Downward dogs and child pose may not just help you relax and keep you limber, but may also help with mild cognitive impairment, according to a study published in the Journal of Alzheimer’s Disease.
Researchers from UCLA and Australia’s University of Adelaide compared yoga and meditation against memory training, which has often been considered the best way to manage mild cognitive impairment.
Participants had all shown signs of mild cognitive impairment, reporting problems with their memory such as easily misplacing things, or forgetting names, faces or appointments. Participants were divided into two groups. One group performed daily memory exercises and the other practiced yoga and meditation.
Although both groups had similar improvements in verbal memory skills, the skills that are needed for remembering names, it was the participants in the group that practiced yoga and meditation that showed better improvements in visual-spatial memory skills, which help with recalling locations and navigating.
In addition, participants in the yoga and meditation group also showed bigger improvements in levels of depression, anxiety, coping skills and resilience to stress, all of which are especially important when coming to terms with the onset of cognitive impairment.

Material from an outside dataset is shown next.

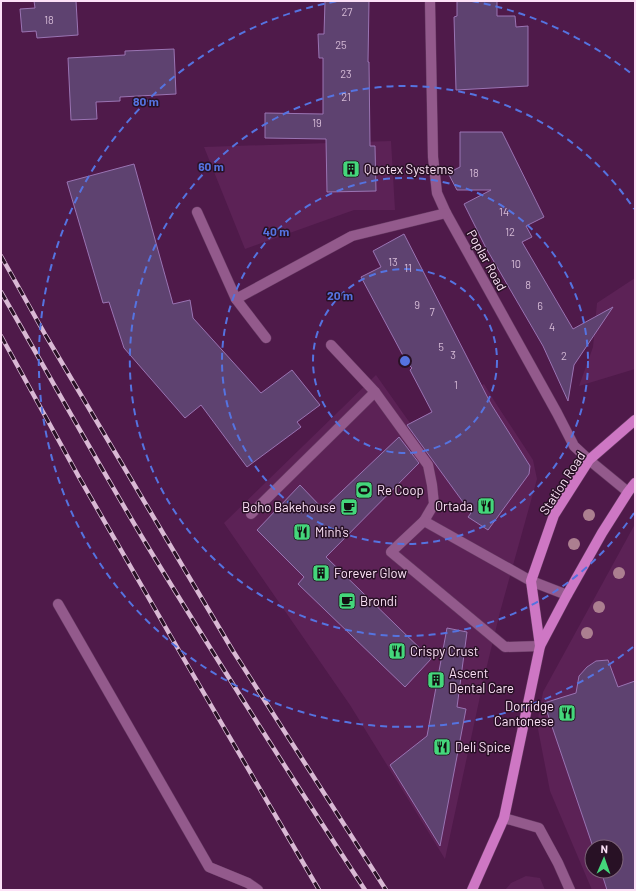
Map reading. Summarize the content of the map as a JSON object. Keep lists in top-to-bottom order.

Aside from keeping your mind sharp, other benefits of yoga include:
• Increased flexibility
• Builds muscle strength
• Improves posture
• Improves blood pressure
• Improves balance
• Is relaxing
• Improves sleep
• Makes you happier
If you have never tried a yoga class, you should. Anybody can do yoga. Although, if you are a beginner, it is best to seek advice from your health care practitioner, as some poses are not recommended for people who are new to yoga or have blood pressure issues, or for women who are pregnant.
Photo from here, with thanks.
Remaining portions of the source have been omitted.